> The task
Up to and including the line bearing "font-size:16px; font-weight:400; color:#757577", output every line of the entries exactly as written, starting from the first; pictures stay out.

---------- Source records ----------

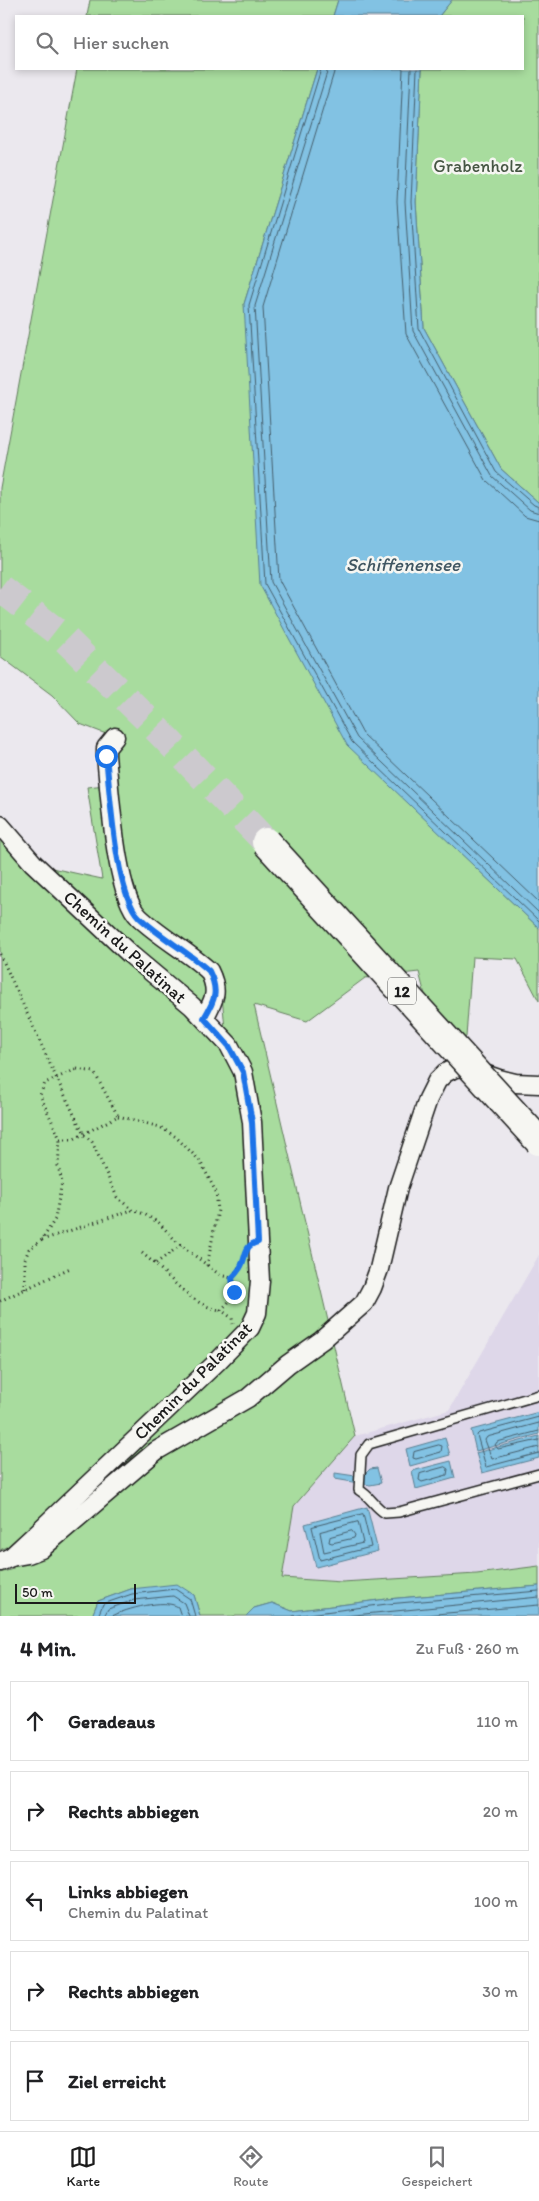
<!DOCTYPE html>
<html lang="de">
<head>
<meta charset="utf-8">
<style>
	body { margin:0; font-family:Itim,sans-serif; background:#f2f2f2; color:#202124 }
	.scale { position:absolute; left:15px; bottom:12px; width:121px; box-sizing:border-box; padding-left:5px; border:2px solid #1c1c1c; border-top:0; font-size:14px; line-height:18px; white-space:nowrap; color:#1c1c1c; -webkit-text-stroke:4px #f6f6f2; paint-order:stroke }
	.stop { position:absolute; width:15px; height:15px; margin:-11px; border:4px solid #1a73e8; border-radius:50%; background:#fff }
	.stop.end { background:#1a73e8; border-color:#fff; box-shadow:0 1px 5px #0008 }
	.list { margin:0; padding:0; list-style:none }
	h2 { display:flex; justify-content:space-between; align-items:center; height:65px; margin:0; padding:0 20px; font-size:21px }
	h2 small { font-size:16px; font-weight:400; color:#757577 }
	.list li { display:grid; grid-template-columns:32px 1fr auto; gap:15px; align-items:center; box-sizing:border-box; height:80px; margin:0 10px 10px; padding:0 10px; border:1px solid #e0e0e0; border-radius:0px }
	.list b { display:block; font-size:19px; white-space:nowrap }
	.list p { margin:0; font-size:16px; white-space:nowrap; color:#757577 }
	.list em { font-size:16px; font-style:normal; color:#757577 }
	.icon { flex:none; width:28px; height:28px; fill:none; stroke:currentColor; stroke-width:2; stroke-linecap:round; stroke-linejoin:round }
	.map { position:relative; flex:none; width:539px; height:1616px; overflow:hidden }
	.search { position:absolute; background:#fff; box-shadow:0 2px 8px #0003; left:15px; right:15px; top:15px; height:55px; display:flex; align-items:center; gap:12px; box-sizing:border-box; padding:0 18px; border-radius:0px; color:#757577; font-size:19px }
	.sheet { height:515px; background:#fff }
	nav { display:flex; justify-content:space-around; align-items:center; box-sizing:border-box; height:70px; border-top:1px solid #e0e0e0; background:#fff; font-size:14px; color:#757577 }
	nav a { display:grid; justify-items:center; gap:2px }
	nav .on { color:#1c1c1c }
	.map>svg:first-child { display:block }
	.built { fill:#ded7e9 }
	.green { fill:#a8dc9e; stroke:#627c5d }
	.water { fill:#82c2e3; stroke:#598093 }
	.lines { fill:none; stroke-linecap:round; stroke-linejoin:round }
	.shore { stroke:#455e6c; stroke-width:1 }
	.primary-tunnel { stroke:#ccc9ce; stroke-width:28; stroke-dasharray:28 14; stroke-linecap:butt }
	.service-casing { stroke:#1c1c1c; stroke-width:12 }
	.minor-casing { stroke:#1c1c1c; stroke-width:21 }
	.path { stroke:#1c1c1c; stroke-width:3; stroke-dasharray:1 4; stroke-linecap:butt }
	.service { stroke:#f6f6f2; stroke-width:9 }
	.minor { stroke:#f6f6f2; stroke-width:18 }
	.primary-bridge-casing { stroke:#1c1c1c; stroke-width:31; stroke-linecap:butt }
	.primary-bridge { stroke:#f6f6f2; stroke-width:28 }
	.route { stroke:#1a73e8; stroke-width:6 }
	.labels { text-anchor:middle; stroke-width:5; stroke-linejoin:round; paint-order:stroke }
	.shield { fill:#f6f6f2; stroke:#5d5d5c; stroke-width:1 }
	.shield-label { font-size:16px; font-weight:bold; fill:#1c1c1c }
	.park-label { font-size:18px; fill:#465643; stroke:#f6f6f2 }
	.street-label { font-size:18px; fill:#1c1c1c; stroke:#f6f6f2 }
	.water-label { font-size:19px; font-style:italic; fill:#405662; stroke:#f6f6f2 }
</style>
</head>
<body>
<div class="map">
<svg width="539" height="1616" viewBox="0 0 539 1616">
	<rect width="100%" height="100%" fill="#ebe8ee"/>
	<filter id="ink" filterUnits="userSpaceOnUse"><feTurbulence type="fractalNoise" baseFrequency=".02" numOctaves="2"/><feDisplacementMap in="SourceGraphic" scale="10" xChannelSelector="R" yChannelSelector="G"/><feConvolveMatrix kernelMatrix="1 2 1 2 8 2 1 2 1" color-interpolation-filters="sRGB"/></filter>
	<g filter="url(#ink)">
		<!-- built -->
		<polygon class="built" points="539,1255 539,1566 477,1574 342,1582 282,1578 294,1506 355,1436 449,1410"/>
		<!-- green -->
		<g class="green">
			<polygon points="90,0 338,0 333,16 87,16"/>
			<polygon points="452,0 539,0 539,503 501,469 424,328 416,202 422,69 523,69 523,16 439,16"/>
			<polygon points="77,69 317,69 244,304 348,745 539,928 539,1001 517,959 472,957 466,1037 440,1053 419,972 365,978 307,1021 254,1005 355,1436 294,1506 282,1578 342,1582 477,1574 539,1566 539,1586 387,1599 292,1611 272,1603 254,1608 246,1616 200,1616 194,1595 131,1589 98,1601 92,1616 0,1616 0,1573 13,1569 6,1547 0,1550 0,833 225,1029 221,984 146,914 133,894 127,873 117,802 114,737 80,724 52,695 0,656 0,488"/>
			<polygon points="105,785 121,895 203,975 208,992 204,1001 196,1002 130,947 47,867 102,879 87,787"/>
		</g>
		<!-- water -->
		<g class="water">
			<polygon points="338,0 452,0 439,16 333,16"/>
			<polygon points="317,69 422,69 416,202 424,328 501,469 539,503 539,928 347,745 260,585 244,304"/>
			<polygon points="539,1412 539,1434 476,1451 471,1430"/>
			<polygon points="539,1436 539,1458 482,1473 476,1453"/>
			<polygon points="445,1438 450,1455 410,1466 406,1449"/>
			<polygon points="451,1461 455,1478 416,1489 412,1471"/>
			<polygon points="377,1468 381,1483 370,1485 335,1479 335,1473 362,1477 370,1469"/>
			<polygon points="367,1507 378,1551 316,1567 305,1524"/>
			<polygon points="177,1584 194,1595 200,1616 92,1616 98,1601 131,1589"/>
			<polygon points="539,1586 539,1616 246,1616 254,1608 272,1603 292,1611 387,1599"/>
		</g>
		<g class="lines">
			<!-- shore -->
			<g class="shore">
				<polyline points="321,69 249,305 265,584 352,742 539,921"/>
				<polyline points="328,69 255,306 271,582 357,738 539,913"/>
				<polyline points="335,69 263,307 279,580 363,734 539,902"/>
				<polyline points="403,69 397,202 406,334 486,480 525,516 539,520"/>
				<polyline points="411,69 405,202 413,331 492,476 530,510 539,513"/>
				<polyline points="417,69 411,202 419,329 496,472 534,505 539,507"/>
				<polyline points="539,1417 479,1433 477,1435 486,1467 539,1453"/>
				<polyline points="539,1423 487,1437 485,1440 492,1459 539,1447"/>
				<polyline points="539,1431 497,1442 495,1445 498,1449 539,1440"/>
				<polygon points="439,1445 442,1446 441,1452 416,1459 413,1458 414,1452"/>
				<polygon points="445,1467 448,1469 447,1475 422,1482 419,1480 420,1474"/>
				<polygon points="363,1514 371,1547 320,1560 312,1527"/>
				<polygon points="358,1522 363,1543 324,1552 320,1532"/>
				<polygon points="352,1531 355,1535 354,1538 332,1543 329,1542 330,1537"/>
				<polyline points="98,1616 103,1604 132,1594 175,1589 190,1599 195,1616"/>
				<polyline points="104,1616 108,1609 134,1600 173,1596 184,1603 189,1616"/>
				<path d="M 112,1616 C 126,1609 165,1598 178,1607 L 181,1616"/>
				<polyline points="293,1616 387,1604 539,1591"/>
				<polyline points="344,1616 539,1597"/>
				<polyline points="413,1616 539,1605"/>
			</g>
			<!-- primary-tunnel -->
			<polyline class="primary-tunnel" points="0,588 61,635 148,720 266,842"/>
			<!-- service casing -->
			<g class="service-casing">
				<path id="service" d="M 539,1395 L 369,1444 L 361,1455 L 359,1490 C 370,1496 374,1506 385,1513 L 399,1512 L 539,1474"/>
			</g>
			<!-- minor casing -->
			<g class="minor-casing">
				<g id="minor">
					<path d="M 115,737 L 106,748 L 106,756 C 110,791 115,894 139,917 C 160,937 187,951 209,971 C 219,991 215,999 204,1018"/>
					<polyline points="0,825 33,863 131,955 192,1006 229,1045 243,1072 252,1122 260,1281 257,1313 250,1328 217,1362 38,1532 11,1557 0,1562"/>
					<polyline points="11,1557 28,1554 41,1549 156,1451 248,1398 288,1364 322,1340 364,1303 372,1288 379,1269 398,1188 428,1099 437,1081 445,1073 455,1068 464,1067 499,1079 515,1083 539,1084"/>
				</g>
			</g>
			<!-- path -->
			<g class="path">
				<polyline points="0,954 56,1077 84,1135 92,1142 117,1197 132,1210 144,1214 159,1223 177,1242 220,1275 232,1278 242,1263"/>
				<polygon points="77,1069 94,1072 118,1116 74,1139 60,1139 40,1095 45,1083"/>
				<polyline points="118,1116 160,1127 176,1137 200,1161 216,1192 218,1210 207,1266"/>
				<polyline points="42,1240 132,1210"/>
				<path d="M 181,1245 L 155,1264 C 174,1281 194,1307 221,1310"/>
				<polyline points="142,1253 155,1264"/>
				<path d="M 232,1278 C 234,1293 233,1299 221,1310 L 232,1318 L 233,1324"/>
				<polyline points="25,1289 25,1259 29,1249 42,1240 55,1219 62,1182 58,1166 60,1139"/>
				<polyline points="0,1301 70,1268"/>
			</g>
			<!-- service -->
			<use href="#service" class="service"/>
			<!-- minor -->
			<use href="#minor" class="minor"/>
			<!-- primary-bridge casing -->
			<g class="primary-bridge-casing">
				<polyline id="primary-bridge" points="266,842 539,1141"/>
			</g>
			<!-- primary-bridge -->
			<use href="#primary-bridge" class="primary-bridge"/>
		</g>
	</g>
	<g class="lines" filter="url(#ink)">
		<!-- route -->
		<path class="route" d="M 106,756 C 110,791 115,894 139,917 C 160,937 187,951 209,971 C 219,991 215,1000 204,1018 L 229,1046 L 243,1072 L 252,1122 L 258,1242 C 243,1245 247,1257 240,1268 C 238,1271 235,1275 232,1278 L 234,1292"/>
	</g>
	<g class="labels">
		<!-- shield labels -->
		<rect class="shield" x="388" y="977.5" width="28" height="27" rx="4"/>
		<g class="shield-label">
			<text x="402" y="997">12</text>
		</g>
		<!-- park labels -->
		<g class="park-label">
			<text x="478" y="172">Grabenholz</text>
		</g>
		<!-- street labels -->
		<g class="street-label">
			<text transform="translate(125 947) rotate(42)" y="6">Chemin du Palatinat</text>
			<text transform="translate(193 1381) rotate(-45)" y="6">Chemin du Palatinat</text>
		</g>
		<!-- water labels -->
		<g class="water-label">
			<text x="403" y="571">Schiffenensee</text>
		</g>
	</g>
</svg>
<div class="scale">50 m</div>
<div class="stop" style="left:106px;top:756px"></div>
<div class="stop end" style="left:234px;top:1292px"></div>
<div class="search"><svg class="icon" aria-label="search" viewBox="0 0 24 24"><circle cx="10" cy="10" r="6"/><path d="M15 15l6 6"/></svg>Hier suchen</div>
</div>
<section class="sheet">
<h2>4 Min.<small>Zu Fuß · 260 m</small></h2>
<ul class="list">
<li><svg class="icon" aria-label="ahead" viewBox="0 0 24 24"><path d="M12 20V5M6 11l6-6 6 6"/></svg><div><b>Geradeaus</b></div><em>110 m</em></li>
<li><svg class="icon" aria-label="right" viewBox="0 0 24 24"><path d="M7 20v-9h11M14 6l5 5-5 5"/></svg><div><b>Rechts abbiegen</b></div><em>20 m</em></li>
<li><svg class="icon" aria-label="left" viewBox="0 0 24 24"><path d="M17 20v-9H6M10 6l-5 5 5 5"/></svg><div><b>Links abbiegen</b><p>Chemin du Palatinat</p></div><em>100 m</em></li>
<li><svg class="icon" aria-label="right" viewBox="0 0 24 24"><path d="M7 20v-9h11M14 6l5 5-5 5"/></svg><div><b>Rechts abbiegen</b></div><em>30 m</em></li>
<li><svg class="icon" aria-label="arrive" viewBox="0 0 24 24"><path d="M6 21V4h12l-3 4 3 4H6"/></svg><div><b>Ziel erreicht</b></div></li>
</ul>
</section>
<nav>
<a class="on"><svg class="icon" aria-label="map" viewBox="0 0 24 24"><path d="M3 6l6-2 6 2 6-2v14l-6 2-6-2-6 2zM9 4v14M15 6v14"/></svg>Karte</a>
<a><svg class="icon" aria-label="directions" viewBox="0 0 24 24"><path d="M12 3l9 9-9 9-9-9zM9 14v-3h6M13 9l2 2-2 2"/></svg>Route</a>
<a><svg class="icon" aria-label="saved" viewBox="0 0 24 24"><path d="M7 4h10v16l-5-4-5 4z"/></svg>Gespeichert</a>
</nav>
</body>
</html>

----------

> Result
<!DOCTYPE html>
<html lang="de">
<head>
<meta charset="utf-8">
<style>
	body { margin:0; font-family:Itim,sans-serif; background:#f2f2f2; color:#202124 }
	.scale { position:absolute; left:15px; bottom:12px; width:121px; box-sizing:border-box; padding-left:5px; border:2px solid #1c1c1c; border-top:0; font-size:14px; line-height:18px; white-space:nowrap; color:#1c1c1c; -webkit-text-stroke:4px #f6f6f2; paint-order:stroke }
	.stop { position:absolute; width:15px; height:15px; margin:-11px; border:4px solid #1a73e8; border-radius:50%; background:#fff }
	.stop.end { background:#1a73e8; border-color:#fff; box-shadow:0 1px 5px #0008 }
	.list { margin:0; padding:0; list-style:none }
	h2 { display:flex; justify-content:space-between; align-items:center; height:65px; margin:0; padding:0 20px; font-size:21px }
	h2 small { font-size:16px; font-weight:400; color:#757577 }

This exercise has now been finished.